**What to do:**
Among the lines below, list those containing the string "Madison".

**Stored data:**
_ _ _ _ _
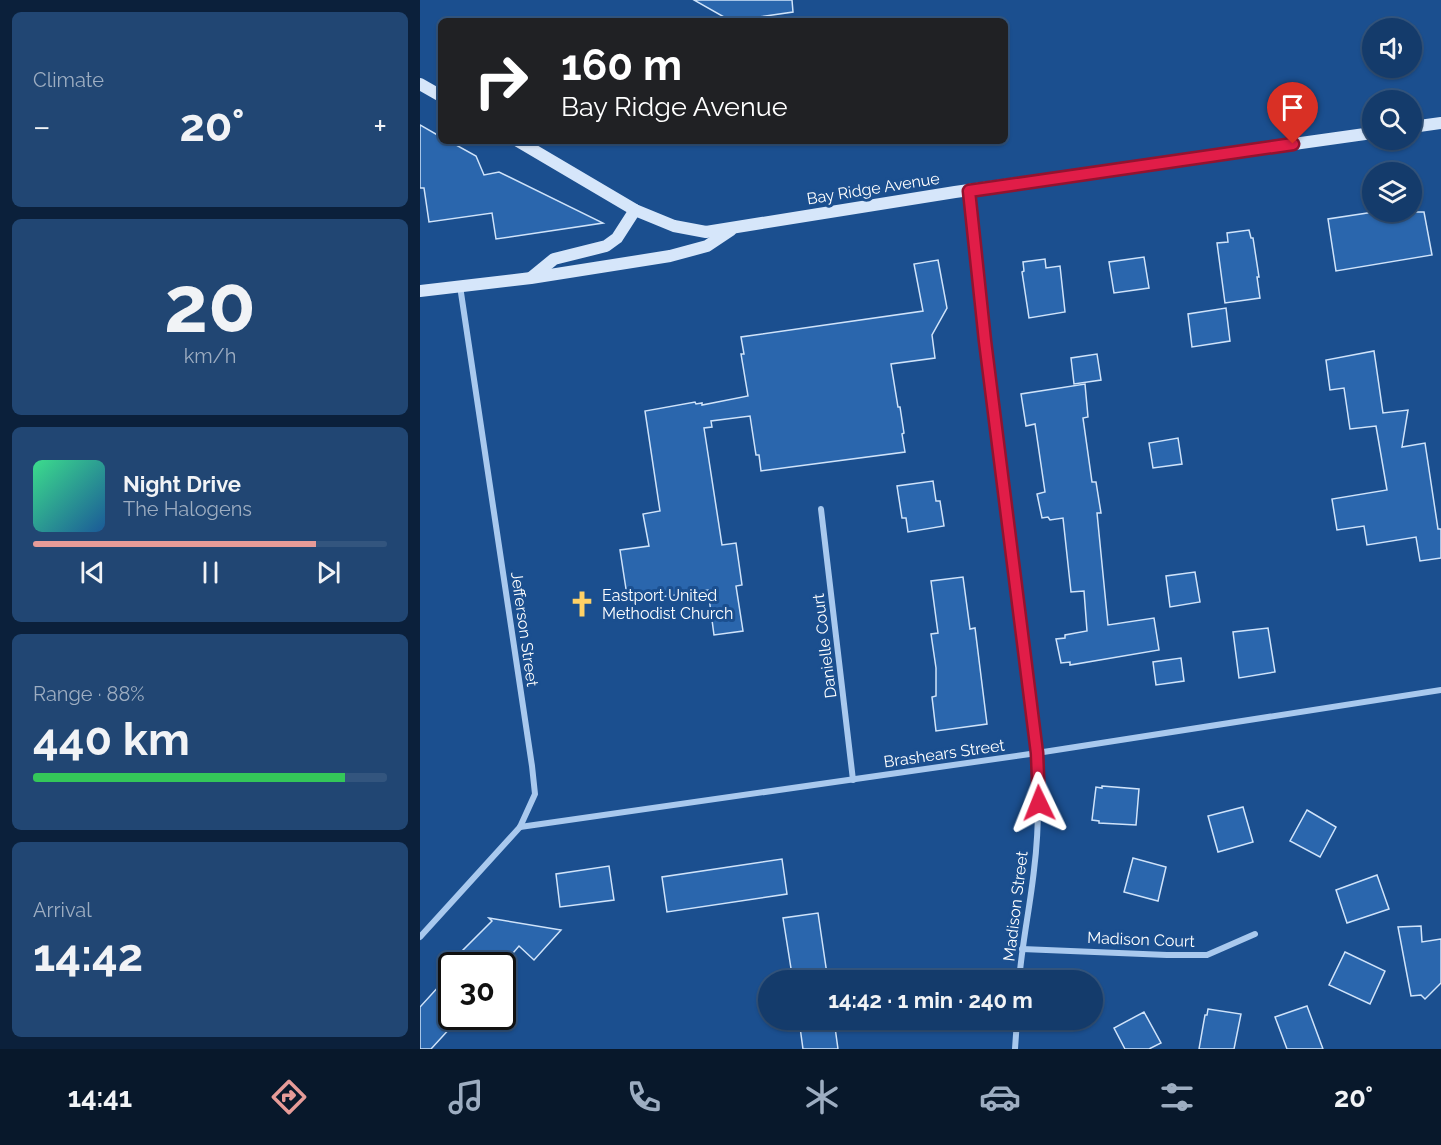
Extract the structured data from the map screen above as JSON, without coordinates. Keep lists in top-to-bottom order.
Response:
{
  "streets": {
    "main road": ["Bay Ridge Avenue"],
    "street": [
      "Jefferson Street",
      "Danielle Court",
      "Brashears Street",
      "Madison Street",
      "Madison Court"
    ]
  },
  "crossings": [
    ["Bay Ridge Avenue", "Jefferson Street"],
    ["Bay Ridge Avenue", "Madison Street"],
    ["Jefferson Street", "Brashears Street"],
    ["Danielle Court", "Brashears Street"],
    ["Brashears Street", "Madison Street"],
    ["Madison Street", "Madison Court"]
  ],
  "places": {
    "church": ["Eastport United Methodist Church"]
  },
  "page": {
    "tile": [
      "Climate",
      ["20", "km/h"],
      ["Range · 88%", "440 km"],
      ["Arrival", "14:42"]
    ],
    "turn": ["160 m", "Bay Ridge Avenue"],
    "heat": ["−", "20°", "+"],
    "song": ["Night Drive", "The Halogens"],
    "limit": "30",
    "trip": "14:42 · 1 min · 240 m",
    "tabs": ["14:41", "20°"]
  }
}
_ _ _ _ _
**Output for this exercise:**
      "Madison Street",
      "Madison Court"
    ["Bay Ridge Avenue", "Madison Street"],
    ["Brashears Street", "Madison Street"],
    ["Madison Street", "Madison Court"]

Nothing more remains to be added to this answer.